À peine cinq jours après la signature, le 27 juin 2025 à Washington, d’un accord de paix censé mettre fin à plus de deux ans de guerre entre la République démocratique du Congo (RDC) et le Rwanda, un rapport confidentiel du Groupe d’experts de l’ONU vient briser l’élan diplomatique. Révélé par le journal belge De Standaard, ce rapport accuse Kigali de poursuivre une stratégie d’occupation militaire et de mise sous tutelle économique de l’Est congolais, en totale contradiction avec les engagements pris à Washington.
Le document, dirigé par la juriste belge Mélanie De Groof, cite des sources internes à l’armée et au gouvernement rwandais affirmant que « l’objectif ultime de Kigali est le contrôle du territoire et des ressources naturelles congolaises ». Une stratégie qui s’appuie sur l’installation d’un État parallèle par le M23, soutenu militairement et logistiquement par Kigali, et déjà solidement implanté à Goma, Bukavu et dans plusieurs zones minières stratégiques du Nord-Kivu et du Sud-Kivu.
Les experts des Nations unies révèlent que des postes de gouverneurs, de maires, les services de police, de douane, de migration et d’exploitation minière sont désormais entre les mains du M23, qui administre les territoires conquis avec la bénédiction du Rwanda. L’occupation est qualifiée d’« agressive », appuyée par des forces rwandaises déployées sur le terrain, en première ligne des combats. Des images de drones, des photos, des vidéos authentifiées ainsi que des témoignages de terrain ont permis de documenter cette implication directe.
Le rapport est formel : « Une semaine avant l’attaque de Goma, des responsables rwandais ont indiqué au groupe d’experts que le président Paul Kagame avait pris la décision de prendre immédiatement le contrôle de Goma et Bukavu ». Ces propos contredisent de manière éclatante la position officielle du gouvernement rwandais, qui continue de nier toute présence militaire sur le sol congolais.
Avant même la publication de ce rapport, une polémique inattendue avait éclaté à Kigali. Le sénateur Evode Uwizeyimana, juriste de formation et ancien opposant rallié au FPR, a tenté, comme d’autres fidèles du régime, de discréditer l’accord de paix signé par le ministre des Affaires étrangères Olivier Nduhungirehe. Invité sur la chaîne publique RBA, il a dénoncé un texte « imposé », un « fourre-tout », allant jusqu’à affirmer que « le Rwanda a été piégé » par des clauses contraignantes. Il a accusé les signataires de ne pas avoir soumis l’accord au Parlement, avant de glisser, presque involontairement, vers une remise en cause plus grave : « Mais le Rwanda signe un accord de retrait… Le Parlement savait-il seulement que nous étions en guerre ? »
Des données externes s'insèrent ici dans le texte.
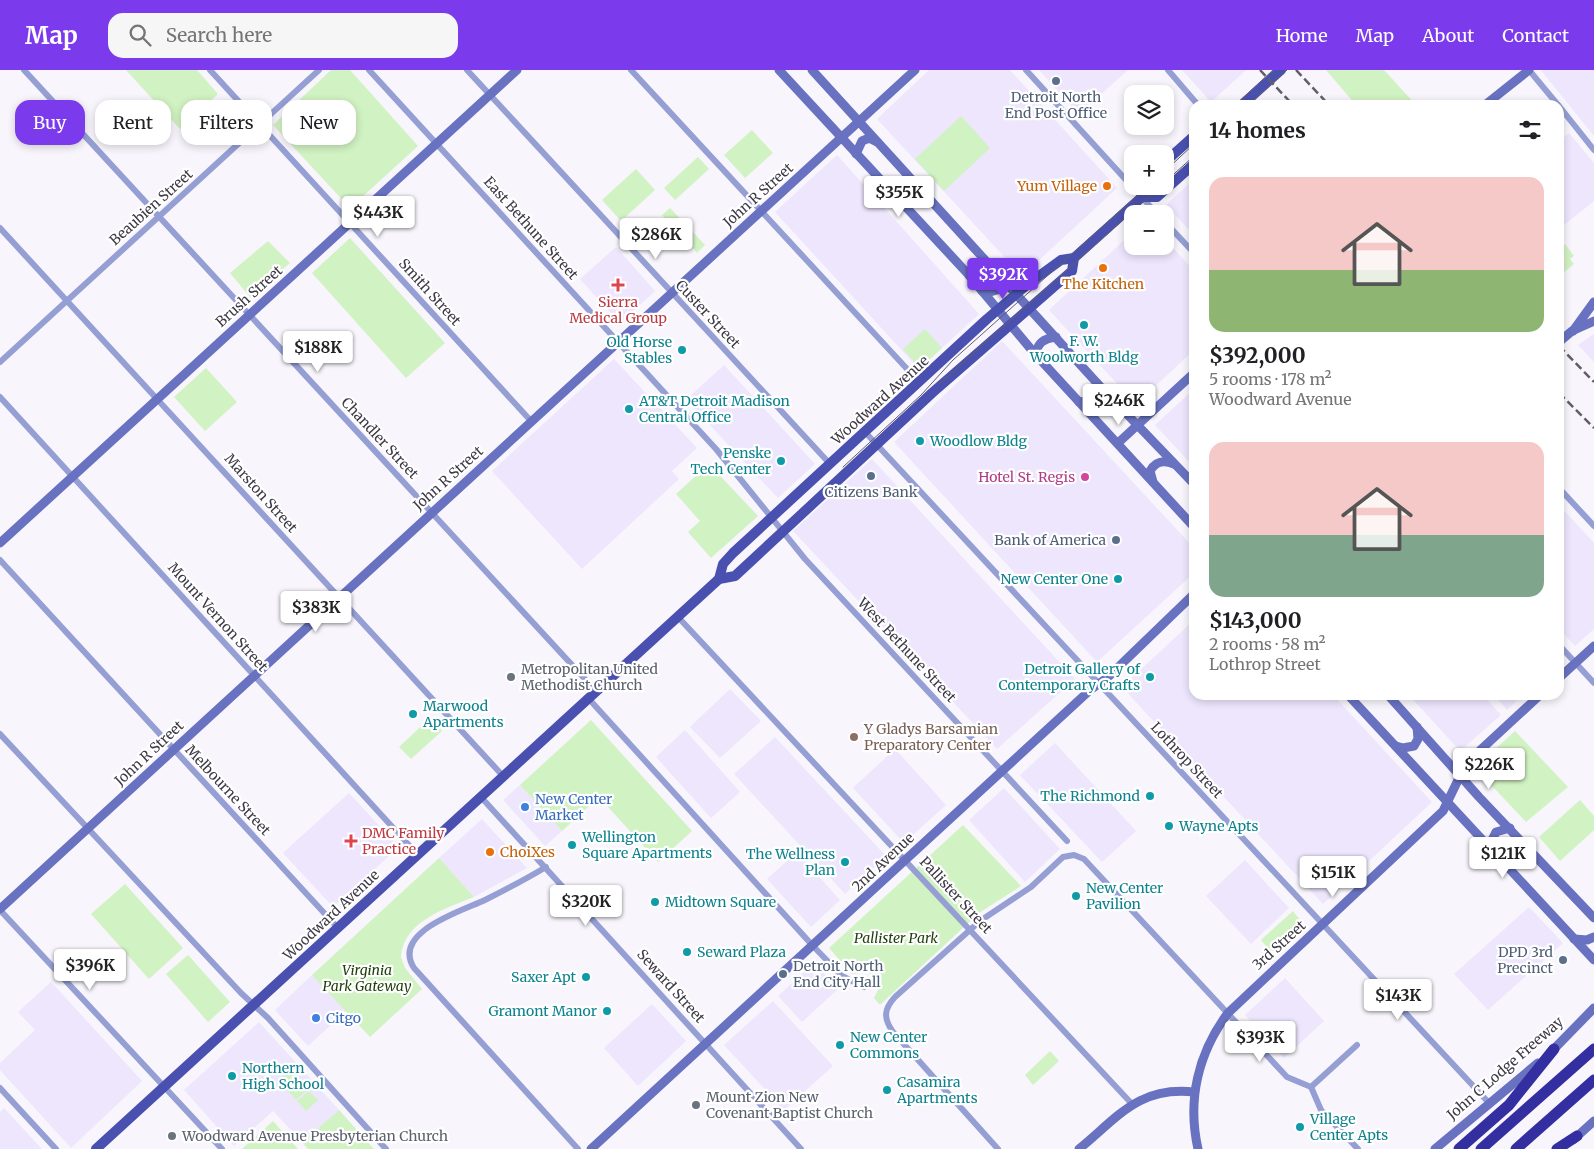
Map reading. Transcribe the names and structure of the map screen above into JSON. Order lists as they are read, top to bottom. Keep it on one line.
{"streets":{"main road":["Woodward Avenue"],"street":["John R Street","Beaubien Street","East Bethune Street","Smith Street","Brush Street","Custer Street","Chandler Street","Marston Street","Mount Vernon Street","West Bethune Street","Lothrop Street","Melbourne Street","2nd Avenue","Pallister Street","3rd Street","Seward Street","John C Lodge Freeway"]},"crossings":[["John R Street","East Bethune Street"],["John R Street","Smith Street"],["John R Street","Custer Street"],["John R Street","Chandler Street"],["John R Street","Marston Street"],["John R Street","Mount Vernon Street"],["John R Street","Melbourne Street"],["Beaubien Street","Chandler Street"],["Beaubien Street","Marston Street"],["East Bethune Street","Brush Street"],["East Bethune Street","Woodward Avenue"],["East Bethune Street","West Bethune Street"],["Smith Street","Brush Street"],["Brush Street","Custer Street"],["Brush Street","Chandler Street"],["Brush Street","Marston Street"],["Brush Street","Mount Vernon Street"],["Custer Street","Woodward Avenue"],["Woodward Avenue","Chandler Street"],["Woodward Avenue","Marston Street"],["Woodward Avenue","Mount Vernon Street"],["Woodward Avenue","West Bethune Street"],["Woodward Avenue","Lothrop Street"],["Woodward Avenue","Melbourne Street"],["Woodward Avenue","Pallister Street"],["Woodward Avenue","Seward Street"],["Chandler Street","2nd Avenue"],["West Bethune Street","2nd Avenue"],["Lothrop Street","2nd Avenue"],["Lothrop Street","3rd Street"],["Lothrop Street","John C Lodge Freeway"],["2nd Avenue","Pallister Street"],["2nd Avenue","Seward Street"]],"parks":["Pallister Park","Virginia Park Gateway"],"places":{"other":["Detroit North End Post Office","Yum Village","The Kitchen","F. W. Woolworth Bldg","Old Horse Stables","AT&T Detroit Madison Central Office","Woodlow Bldg","Penske Tech Center","Citizens Bank","Hotel St. Regis","Bank of America","New Center One","Metropolitan United Methodist Church","Detroit Gallery of Contemporary Crafts","Marwood Apartments","Y Gladys Barsamian Preparatory Center","The Richmond","New Center Market","Wayne Apts","Wellington Square Apartments","ChoiXes","The Wellness Plan","New Center Pavilion","Midtown Square","Seward Plaza","DPD 3rd Precinct","Detroit North End City Hall","Saxer Apt","Gramont Manor","Citgo","New Center Commons","Northern High School","Casamira Apartments","Mount Zion New Covenant Baptist Church","Village Center Apts","Woodward Avenue Presbyterian Church"],"health":["Sierra Medical Group","DMC Family Practice"]},"page":{"header":"Map","search":"Search here","nav":["Home","Map","About","Contact"],"map_buttons":["+","−"],"chip":["Buy","Rent","Filters","New"],"heading":"14 homes","list":[{"name":"$392,000","note":"5 rooms · 178 m² · Woodward Avenue"},{"name":"$143,000","note":"2 rooms · 58 m² · Lothrop Street"}],"price":["$355K","$443K","$286K","$392K","$188K","$246K","$383K","$226K","$121K","$151K","$320K","$396K","$143K","$393K"]}}
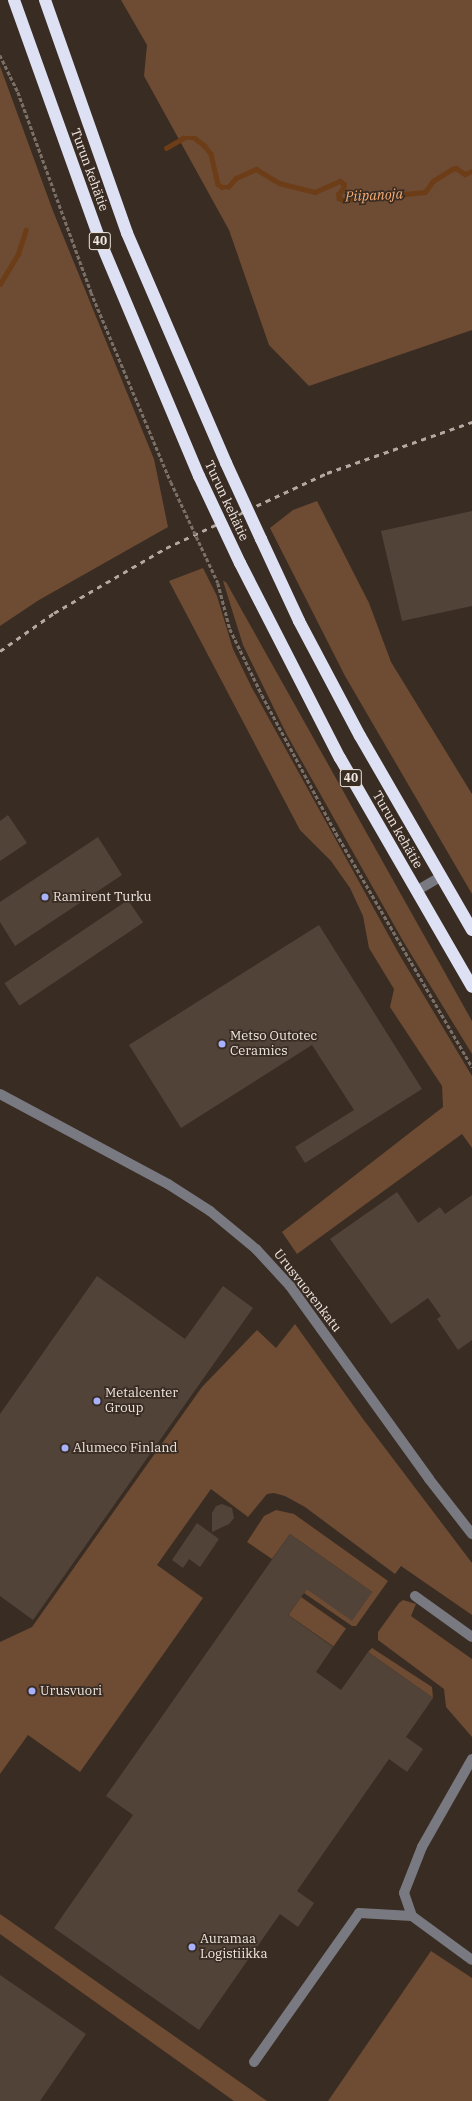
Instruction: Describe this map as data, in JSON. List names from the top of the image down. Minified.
{"streets":{"highway":["Turun kehätie","40"],"street":["Urusvuorenkatu"]},"water":["Piipanoja"],"places":["Ramirent Turku","Metso Outotec Ceramics","Metalcenter Group","Alumeco Finland","Urusvuori","Auramaa Logistiikka"]}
Ce lapsus politique en dit long sur le malaise grandissant au sein du pouvoir. En voulant défendre la ligne dure du régime, Evode Uwizeyimana a révélé l’implication militaire directe du Rwanda en RDC, que les autorités rwandaises tentent pourtant de camoufler depuis des mois. Sa sortie a été rapidement recadrée par les médias d’État, mais elle a fait grand bruit sur les réseaux sociaux, où les internautes rwandais débattent ouvertement de la stratégie réelle de Kigali dans les Kivus.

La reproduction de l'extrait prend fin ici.